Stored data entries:
= = = = = = =

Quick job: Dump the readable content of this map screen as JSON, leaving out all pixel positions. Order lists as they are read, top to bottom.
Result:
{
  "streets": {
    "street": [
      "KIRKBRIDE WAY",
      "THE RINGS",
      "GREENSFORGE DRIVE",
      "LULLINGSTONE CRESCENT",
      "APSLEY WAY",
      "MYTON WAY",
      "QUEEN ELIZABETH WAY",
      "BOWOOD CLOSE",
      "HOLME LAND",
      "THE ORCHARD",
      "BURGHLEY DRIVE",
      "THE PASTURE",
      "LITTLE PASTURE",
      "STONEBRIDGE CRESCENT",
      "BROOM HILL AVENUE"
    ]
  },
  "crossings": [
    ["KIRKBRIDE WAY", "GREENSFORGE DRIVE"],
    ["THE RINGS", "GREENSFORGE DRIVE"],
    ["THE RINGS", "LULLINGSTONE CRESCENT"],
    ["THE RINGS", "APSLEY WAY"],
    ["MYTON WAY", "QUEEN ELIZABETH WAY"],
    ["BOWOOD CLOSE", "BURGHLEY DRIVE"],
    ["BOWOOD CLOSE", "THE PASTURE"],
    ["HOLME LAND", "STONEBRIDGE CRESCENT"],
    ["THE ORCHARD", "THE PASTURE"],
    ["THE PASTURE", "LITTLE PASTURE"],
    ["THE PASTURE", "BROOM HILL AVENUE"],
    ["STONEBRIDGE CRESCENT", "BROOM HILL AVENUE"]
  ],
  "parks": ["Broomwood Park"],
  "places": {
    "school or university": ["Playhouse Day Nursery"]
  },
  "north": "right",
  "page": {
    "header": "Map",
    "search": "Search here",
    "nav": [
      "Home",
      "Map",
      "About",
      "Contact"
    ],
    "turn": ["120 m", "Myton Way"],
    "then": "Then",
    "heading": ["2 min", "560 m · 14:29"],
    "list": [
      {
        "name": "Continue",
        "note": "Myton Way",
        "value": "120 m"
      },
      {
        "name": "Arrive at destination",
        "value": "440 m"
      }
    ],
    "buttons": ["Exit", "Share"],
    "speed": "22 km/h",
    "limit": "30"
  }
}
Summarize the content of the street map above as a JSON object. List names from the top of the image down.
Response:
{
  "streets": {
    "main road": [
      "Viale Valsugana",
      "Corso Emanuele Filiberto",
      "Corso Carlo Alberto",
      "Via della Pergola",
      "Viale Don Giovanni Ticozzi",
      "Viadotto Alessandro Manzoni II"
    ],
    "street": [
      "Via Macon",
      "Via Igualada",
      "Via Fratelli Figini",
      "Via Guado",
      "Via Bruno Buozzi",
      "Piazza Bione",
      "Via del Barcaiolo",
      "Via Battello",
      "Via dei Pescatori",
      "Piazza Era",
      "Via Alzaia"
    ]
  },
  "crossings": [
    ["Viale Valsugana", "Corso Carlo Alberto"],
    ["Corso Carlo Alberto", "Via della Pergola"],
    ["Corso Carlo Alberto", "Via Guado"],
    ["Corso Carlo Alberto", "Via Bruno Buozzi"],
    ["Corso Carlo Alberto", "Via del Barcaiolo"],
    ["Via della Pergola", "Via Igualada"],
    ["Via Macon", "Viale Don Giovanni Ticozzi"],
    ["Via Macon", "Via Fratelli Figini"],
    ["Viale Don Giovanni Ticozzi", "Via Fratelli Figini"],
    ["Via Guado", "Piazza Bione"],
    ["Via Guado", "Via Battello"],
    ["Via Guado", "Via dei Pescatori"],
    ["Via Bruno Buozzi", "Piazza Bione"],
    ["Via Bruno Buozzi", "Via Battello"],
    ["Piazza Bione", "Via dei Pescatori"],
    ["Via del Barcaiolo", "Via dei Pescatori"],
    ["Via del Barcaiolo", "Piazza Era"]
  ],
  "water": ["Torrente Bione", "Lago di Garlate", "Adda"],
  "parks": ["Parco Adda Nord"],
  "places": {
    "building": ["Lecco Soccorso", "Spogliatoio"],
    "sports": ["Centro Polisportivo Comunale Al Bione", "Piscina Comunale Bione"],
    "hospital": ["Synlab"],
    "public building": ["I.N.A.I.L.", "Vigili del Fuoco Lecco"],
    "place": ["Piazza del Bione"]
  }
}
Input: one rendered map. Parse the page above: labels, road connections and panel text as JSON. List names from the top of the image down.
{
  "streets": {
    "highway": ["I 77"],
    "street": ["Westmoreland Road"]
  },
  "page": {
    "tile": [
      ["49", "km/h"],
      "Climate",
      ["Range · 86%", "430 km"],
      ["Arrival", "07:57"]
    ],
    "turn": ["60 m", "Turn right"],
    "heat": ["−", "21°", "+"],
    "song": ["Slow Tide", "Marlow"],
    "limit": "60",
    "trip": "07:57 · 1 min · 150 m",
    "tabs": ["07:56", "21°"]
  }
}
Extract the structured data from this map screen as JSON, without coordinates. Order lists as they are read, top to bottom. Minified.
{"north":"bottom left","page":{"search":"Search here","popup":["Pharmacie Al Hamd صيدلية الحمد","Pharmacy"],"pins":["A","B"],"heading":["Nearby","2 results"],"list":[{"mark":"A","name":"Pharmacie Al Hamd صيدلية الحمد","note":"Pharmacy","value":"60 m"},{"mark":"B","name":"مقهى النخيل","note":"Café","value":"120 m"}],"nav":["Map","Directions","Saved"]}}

= = = = = = =

Exercise brief: The answer must be every line of the entries that includes the word "Barcaiolo".

Reply to the exercise:
      "Via del Barcaiolo",
    ["Corso Carlo Alberto", "Via del Barcaiolo"],
    ["Via del Barcaiolo", "Via dei Pescatori"],
    ["Via del Barcaiolo", "Piazza Era"]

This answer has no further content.